Dear 1920s Baseball Fan,

I am 25 and currently involved in a long- distance relationship with a sweet man I met last summer. Although I care about him deeply, he has become quite overbearing. He sends me roses almost every week and calls me at work just to tell me how much he loves me. His neediness is becoming a huge turnoff. How can I tell him to tone it down?

—Smothered in Seneca

Dear Smothered,

Hey, Crackerjack here! Can I get a Crackerjack? Wait, what… what’s the rumpus? Why the rhubarb? Wait, what—am I seeing things? Did they shave a gariller or some similar thing? Who on God’s green Earth is Washington? But he’s… that gentleman is… why, if he’s white, then Frisco Bay is grapefruit juice! That there is a nigroo sure as I’m sittin’ here! Don’t base-ball got a gentleman’s agreement? I come to the game to get away from my troubles, and next thing I know, there’s a spade batting for the Tip-Tops!

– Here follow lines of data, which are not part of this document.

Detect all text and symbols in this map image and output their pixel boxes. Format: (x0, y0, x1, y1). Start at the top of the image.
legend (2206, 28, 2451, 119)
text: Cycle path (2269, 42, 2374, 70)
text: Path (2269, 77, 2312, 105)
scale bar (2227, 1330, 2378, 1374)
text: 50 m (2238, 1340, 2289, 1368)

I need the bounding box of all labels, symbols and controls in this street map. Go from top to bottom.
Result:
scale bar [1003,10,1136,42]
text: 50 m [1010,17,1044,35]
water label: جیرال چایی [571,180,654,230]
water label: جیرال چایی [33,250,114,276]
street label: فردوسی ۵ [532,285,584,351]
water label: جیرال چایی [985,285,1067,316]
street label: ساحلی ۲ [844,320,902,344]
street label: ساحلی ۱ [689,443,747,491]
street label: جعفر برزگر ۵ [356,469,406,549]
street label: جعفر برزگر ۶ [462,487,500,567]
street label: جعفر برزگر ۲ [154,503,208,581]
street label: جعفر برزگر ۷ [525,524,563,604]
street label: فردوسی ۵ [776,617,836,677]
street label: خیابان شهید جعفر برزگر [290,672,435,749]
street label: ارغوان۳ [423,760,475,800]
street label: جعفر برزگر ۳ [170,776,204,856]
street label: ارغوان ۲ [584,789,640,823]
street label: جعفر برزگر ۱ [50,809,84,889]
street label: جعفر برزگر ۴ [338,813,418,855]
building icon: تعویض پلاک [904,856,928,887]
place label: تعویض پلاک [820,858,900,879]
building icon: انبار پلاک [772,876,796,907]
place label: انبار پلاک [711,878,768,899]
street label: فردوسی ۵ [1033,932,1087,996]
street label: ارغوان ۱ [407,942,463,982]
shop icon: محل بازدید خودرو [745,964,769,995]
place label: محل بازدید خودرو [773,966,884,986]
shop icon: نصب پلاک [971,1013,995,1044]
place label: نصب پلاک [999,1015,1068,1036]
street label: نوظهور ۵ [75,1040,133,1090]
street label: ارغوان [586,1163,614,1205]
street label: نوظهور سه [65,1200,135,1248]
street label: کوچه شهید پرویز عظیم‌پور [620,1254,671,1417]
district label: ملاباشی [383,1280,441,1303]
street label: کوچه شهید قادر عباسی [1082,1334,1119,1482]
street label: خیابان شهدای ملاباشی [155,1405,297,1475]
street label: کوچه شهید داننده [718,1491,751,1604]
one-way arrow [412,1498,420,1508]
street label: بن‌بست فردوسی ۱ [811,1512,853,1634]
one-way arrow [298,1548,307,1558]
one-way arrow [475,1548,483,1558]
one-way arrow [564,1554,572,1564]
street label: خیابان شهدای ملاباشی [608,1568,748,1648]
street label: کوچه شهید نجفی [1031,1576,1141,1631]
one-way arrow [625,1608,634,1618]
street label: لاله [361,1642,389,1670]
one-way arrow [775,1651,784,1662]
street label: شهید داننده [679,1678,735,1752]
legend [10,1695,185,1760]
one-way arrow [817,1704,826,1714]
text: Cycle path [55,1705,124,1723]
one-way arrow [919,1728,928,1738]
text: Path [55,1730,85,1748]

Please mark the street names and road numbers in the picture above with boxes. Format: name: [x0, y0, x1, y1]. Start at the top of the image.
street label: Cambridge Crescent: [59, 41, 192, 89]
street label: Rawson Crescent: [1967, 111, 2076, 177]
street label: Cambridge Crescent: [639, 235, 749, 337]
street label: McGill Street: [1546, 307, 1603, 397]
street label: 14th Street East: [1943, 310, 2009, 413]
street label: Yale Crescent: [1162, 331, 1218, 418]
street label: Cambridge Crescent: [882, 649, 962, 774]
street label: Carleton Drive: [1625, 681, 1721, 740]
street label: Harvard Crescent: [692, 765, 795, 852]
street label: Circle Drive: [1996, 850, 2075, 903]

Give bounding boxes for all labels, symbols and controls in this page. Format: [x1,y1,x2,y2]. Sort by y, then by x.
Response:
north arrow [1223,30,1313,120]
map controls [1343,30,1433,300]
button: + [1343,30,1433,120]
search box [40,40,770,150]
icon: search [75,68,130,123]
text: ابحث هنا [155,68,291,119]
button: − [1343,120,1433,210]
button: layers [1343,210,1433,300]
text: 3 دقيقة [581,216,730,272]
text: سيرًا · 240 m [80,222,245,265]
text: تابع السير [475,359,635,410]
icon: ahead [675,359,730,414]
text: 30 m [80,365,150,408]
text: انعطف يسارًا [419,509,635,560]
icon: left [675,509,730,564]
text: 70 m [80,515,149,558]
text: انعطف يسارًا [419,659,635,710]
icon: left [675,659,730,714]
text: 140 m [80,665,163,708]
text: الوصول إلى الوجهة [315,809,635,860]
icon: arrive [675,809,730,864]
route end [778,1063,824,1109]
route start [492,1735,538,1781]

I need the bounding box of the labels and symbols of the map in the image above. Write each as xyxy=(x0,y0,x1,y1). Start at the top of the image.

Call the Pinkertons! Boo! Nertz to ya! Boo! Rilly-dilly Saskatoon, yer daddy was an oct-o-roon!—Listen, they got a league for them already, see? Nyahh! Base-ball is our national pasttime, see, and nobody, but nobody—not even Brooklyn—is ever gonna stand for a nigroo to play it!

Frenchy Steinetz is a syndicated columnist whose weekly advice column, “Ask A 1920s Baseball Fan,” appears in more than 250 newspapers nationwide.